▸ **What you should do**:
Identify every line in the records below that contains the word "text", and reproduce each one.

▸ **Data records**:

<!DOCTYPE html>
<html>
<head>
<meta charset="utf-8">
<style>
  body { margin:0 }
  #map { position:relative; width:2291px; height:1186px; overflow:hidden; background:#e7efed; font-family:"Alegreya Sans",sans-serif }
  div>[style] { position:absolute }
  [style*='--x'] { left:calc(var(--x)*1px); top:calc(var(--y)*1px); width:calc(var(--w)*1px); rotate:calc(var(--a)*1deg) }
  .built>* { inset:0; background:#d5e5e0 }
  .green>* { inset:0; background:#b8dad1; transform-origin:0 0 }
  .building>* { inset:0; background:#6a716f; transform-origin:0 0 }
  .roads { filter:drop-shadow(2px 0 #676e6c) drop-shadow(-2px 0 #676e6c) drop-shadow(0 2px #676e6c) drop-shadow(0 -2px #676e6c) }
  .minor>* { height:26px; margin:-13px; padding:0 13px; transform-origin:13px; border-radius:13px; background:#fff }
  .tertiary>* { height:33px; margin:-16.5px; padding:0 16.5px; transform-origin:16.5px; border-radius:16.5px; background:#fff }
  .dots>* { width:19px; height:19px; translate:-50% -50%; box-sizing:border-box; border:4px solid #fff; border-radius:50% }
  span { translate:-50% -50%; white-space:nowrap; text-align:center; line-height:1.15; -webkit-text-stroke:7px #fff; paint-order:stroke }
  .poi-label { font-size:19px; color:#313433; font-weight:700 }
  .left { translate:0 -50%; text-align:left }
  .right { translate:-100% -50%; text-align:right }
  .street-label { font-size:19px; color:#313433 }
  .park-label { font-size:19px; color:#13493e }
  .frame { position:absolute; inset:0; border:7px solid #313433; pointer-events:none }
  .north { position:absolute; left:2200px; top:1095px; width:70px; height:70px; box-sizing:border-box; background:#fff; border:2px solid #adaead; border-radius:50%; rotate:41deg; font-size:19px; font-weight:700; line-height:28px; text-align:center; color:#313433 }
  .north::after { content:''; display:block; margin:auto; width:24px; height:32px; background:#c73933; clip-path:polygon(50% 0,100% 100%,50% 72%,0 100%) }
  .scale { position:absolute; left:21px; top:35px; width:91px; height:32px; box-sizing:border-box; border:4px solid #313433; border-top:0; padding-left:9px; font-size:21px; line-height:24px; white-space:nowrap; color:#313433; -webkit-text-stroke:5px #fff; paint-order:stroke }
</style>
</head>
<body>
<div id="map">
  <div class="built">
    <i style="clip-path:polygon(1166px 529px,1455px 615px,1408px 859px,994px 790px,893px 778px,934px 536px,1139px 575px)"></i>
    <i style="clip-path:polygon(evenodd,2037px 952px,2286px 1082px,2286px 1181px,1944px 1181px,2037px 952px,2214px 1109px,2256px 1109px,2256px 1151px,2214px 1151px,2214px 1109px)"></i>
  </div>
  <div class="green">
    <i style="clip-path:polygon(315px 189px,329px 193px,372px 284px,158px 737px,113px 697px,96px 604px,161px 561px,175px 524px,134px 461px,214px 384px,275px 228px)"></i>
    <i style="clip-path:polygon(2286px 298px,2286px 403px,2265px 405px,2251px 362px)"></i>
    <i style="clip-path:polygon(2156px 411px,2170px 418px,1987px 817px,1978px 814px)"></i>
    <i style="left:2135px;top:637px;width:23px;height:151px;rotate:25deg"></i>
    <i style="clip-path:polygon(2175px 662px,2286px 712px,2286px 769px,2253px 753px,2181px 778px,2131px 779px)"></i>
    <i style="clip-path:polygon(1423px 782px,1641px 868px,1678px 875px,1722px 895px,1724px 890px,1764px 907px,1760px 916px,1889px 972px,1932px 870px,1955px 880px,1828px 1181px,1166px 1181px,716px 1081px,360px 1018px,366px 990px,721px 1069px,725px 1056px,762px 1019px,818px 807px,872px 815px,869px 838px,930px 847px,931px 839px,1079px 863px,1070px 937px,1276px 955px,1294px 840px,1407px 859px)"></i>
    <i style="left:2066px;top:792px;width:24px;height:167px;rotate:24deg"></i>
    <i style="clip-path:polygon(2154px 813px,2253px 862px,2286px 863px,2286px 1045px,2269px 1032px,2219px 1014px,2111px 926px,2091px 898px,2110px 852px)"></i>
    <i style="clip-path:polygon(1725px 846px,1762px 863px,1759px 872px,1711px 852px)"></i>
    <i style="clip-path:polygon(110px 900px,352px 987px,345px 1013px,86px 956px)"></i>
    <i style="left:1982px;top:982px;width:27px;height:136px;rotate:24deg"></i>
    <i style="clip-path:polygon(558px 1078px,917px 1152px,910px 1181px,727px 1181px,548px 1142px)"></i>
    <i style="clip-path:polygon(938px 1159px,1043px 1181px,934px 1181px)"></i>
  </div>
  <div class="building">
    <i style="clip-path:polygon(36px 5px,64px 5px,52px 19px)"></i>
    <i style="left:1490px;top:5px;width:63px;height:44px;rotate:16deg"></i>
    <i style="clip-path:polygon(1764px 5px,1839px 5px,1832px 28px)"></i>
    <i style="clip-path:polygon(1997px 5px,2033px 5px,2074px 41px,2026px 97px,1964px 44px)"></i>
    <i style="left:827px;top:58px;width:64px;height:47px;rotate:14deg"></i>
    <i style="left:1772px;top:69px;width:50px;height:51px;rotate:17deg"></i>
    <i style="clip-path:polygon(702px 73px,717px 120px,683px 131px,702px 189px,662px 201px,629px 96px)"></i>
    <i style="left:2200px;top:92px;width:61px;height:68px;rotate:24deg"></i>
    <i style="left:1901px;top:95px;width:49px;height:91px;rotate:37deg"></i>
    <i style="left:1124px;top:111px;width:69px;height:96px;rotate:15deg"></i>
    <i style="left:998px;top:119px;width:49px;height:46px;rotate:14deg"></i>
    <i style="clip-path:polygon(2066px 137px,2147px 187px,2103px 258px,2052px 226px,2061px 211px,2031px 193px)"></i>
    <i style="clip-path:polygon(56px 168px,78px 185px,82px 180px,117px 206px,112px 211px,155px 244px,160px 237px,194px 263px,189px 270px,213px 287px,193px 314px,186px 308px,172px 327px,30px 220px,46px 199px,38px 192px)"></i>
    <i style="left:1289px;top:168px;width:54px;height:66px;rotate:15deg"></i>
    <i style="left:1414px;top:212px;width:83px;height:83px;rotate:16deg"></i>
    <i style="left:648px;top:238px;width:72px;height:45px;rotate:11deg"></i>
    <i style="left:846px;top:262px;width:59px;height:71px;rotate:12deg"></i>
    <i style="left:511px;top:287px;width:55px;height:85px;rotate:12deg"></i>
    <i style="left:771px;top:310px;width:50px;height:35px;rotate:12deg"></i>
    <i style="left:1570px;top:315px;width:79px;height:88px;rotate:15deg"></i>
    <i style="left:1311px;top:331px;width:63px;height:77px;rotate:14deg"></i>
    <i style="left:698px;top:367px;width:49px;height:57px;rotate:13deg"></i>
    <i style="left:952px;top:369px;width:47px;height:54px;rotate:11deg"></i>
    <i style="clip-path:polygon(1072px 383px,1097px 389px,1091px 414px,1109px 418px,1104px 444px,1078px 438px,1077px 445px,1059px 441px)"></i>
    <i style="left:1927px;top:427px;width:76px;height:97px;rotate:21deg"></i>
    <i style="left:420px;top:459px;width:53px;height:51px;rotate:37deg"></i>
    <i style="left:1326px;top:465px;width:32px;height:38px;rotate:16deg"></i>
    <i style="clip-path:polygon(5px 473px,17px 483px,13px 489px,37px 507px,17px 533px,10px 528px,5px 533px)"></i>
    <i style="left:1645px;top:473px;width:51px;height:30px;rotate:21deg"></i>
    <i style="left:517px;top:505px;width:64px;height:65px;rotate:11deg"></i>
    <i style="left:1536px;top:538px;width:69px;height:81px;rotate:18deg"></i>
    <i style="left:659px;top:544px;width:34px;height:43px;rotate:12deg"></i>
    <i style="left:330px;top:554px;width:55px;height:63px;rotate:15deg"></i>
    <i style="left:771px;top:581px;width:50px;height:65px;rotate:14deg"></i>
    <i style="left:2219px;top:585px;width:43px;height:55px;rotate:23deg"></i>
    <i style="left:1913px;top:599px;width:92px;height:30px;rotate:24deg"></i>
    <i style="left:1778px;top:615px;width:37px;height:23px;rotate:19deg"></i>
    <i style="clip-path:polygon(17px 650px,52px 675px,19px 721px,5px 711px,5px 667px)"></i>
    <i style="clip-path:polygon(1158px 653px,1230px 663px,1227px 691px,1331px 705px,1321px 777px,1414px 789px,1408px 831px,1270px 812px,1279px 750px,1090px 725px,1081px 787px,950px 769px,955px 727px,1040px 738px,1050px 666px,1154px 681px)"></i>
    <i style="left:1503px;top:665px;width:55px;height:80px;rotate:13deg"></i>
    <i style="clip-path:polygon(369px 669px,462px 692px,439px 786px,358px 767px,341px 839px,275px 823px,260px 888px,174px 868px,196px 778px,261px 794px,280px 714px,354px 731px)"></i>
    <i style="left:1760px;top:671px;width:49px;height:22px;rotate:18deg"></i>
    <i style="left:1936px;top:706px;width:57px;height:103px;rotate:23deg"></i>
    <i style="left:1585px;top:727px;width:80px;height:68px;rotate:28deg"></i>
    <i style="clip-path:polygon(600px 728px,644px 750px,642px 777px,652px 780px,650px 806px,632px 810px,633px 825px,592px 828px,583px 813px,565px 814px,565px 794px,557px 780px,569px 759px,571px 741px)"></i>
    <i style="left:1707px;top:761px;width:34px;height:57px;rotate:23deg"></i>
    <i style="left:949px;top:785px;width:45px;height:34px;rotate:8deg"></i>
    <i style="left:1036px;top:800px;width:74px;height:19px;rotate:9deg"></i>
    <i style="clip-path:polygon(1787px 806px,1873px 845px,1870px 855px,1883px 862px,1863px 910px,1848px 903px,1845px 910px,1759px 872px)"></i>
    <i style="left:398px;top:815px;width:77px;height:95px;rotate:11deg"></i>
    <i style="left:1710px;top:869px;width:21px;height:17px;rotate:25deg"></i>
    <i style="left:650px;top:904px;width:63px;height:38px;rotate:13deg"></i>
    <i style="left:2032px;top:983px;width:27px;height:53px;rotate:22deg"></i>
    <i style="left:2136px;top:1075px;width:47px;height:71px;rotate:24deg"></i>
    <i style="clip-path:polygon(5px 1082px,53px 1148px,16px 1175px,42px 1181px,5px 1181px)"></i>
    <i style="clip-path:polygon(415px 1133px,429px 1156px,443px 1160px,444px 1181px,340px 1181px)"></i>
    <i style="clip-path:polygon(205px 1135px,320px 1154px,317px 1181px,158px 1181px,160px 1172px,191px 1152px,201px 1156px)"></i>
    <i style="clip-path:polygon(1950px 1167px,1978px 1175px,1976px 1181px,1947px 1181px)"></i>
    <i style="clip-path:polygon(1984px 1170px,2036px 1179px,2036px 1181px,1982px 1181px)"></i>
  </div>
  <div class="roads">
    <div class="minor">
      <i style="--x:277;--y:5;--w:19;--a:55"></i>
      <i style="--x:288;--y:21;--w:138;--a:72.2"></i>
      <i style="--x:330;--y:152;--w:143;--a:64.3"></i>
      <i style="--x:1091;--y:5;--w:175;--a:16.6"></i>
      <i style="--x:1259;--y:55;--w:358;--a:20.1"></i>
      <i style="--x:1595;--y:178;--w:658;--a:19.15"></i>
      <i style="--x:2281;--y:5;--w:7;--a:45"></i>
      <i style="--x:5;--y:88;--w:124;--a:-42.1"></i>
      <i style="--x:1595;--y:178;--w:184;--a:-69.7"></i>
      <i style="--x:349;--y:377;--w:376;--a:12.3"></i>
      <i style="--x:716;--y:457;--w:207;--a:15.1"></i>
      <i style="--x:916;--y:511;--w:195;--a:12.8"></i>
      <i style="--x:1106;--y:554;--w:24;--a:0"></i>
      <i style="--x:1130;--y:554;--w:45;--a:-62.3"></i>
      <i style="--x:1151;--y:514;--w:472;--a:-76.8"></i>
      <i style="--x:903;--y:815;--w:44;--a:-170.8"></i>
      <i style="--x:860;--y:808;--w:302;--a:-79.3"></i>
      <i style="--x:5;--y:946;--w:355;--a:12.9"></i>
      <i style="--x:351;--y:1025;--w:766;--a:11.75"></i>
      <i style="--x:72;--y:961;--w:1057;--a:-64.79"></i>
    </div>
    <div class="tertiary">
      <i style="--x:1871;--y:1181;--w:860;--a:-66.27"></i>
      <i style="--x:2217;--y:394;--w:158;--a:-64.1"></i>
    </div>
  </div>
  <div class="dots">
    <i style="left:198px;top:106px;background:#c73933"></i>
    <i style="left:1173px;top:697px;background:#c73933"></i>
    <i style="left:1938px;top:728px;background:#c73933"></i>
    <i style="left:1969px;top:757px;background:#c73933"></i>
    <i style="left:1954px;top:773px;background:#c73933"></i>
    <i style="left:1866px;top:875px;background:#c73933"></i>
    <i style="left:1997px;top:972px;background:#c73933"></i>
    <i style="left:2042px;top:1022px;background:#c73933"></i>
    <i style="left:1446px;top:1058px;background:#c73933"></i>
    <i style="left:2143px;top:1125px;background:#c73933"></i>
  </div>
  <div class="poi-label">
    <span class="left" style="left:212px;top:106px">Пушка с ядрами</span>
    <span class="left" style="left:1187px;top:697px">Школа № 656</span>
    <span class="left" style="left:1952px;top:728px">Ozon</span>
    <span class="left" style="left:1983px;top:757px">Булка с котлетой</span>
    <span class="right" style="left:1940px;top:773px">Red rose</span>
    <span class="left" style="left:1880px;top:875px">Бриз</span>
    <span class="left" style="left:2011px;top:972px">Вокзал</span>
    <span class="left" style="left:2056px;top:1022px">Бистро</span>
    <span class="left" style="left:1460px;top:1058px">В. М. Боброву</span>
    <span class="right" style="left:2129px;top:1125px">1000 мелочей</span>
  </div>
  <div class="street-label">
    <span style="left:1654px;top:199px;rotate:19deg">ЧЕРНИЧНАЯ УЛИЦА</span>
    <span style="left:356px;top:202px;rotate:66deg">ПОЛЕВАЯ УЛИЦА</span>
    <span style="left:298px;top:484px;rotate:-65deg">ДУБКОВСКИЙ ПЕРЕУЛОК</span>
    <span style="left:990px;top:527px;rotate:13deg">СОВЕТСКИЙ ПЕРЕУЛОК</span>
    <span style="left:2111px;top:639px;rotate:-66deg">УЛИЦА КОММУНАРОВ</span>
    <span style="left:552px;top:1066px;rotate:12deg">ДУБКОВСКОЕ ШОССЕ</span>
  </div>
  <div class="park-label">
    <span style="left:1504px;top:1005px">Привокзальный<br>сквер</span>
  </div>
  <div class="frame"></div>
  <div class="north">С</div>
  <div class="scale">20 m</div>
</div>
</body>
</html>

▸ **Answer**:
  span { translate:-50% -50%; white-space:nowrap; text-align:center; line-height:1.15; -webkit-text-stroke:7px #fff; paint-order:stroke }
  .left { translate:0 -50%; text-align:left }
  .right { translate:-100% -50%; text-align:right }
  .north { position:absolute; left:2200px; top:1095px; width:70px; height:70px; box-sizing:border-box; background:#fff; border:2px solid #adaead; border-radius:50%; rotate:41deg; font-size:19px; font-weight:700; line-height:28px; text-align:center; color:#313433 }
  .scale { position:absolute; left:21px; top:35px; width:91px; height:32px; box-sizing:border-box; border:4px solid #313433; border-top:0; padding-left:9px; font-size:21px; line-height:24px; white-space:nowrap; color:#313433; -webkit-text-stroke:5px #fff; paint-order:stroke }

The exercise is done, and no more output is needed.